'''

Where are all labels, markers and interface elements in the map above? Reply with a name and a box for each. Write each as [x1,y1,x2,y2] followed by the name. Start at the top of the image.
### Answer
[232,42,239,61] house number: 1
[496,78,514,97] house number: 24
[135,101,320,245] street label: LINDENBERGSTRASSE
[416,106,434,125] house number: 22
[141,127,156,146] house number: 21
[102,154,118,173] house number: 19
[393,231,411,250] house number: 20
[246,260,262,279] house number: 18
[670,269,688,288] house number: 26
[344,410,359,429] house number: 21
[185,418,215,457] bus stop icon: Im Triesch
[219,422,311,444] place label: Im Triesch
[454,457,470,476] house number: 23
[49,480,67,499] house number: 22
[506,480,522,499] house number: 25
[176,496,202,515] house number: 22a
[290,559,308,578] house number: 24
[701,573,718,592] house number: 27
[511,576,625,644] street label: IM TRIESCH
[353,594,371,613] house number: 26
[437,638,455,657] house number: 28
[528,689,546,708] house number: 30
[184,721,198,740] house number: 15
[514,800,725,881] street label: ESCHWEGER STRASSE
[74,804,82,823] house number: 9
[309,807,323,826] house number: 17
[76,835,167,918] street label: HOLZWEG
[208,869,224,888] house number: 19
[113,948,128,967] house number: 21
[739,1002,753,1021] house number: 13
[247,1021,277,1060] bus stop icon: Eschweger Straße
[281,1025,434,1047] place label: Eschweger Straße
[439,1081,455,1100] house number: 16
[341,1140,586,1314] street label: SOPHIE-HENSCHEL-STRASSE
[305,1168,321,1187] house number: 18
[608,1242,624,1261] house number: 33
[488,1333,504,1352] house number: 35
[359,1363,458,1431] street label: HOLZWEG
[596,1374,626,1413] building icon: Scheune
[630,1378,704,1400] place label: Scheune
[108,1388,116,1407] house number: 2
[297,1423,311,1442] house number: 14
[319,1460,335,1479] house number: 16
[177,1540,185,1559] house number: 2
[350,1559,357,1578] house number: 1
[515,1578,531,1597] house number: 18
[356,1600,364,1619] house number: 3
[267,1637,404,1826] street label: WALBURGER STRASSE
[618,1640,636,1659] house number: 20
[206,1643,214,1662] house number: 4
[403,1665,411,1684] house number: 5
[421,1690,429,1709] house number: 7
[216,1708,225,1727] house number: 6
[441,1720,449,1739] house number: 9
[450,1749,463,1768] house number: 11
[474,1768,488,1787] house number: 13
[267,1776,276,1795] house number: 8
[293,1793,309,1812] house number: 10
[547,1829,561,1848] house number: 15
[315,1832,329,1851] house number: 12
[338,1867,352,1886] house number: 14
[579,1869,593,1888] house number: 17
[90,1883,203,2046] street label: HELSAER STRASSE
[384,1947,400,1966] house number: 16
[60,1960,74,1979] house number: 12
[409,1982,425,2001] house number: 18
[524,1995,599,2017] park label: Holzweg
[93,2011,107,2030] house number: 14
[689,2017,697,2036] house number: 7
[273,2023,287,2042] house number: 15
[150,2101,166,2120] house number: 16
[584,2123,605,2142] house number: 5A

'''

Task to carry out: Every entry above should be transcribed exactly and in full.

Problem solution:
Where are all labels, markers and interface elements in the map above? Reply with a name and a box for each. Write each as [x1,y1,x2,y2] followed by the name. Start at the top of the image.
### Answer
[232,42,239,61] house number: 1
[496,78,514,97] house number: 24
[135,101,320,245] street label: LINDENBERGSTRASSE
[416,106,434,125] house number: 22
[141,127,156,146] house number: 21
[102,154,118,173] house number: 19
[393,231,411,250] house number: 20
[246,260,262,279] house number: 18
[670,269,688,288] house number: 26
[344,410,359,429] house number: 21
[185,418,215,457] bus stop icon: Im Triesch
[219,422,311,444] place label: Im Triesch
[454,457,470,476] house number: 23
[49,480,67,499] house number: 22
[506,480,522,499] house number: 25
[176,496,202,515] house number: 22a
[290,559,308,578] house number: 24
[701,573,718,592] house number: 27
[511,576,625,644] street label: IM TRIESCH
[353,594,371,613] house number: 26
[437,638,455,657] house number: 28
[528,689,546,708] house number: 30
[184,721,198,740] house number: 15
[514,800,725,881] street label: ESCHWEGER STRASSE
[74,804,82,823] house number: 9
[309,807,323,826] house number: 17
[76,835,167,918] street label: HOLZWEG
[208,869,224,888] house number: 19
[113,948,128,967] house number: 21
[739,1002,753,1021] house number: 13
[247,1021,277,1060] bus stop icon: Eschweger Straße
[281,1025,434,1047] place label: Eschweger Straße
[439,1081,455,1100] house number: 16
[341,1140,586,1314] street label: SOPHIE-HENSCHEL-STRASSE
[305,1168,321,1187] house number: 18
[608,1242,624,1261] house number: 33
[488,1333,504,1352] house number: 35
[359,1363,458,1431] street label: HOLZWEG
[596,1374,626,1413] building icon: Scheune
[630,1378,704,1400] place label: Scheune
[108,1388,116,1407] house number: 2
[297,1423,311,1442] house number: 14
[319,1460,335,1479] house number: 16
[177,1540,185,1559] house number: 2
[350,1559,357,1578] house number: 1
[515,1578,531,1597] house number: 18
[356,1600,364,1619] house number: 3
[267,1637,404,1826] street label: WALBURGER STRASSE
[618,1640,636,1659] house number: 20
[206,1643,214,1662] house number: 4
[403,1665,411,1684] house number: 5
[421,1690,429,1709] house number: 7
[216,1708,225,1727] house number: 6
[441,1720,449,1739] house number: 9
[450,1749,463,1768] house number: 11
[474,1768,488,1787] house number: 13
[267,1776,276,1795] house number: 8
[293,1793,309,1812] house number: 10
[547,1829,561,1848] house number: 15
[315,1832,329,1851] house number: 12
[338,1867,352,1886] house number: 14
[579,1869,593,1888] house number: 17
[90,1883,203,2046] street label: HELSAER STRASSE
[384,1947,400,1966] house number: 16
[60,1960,74,1979] house number: 12
[409,1982,425,2001] house number: 18
[524,1995,599,2017] park label: Holzweg
[93,2011,107,2030] house number: 14
[689,2017,697,2036] house number: 7
[273,2023,287,2042] house number: 15
[150,2101,166,2120] house number: 16
[584,2123,605,2142] house number: 5A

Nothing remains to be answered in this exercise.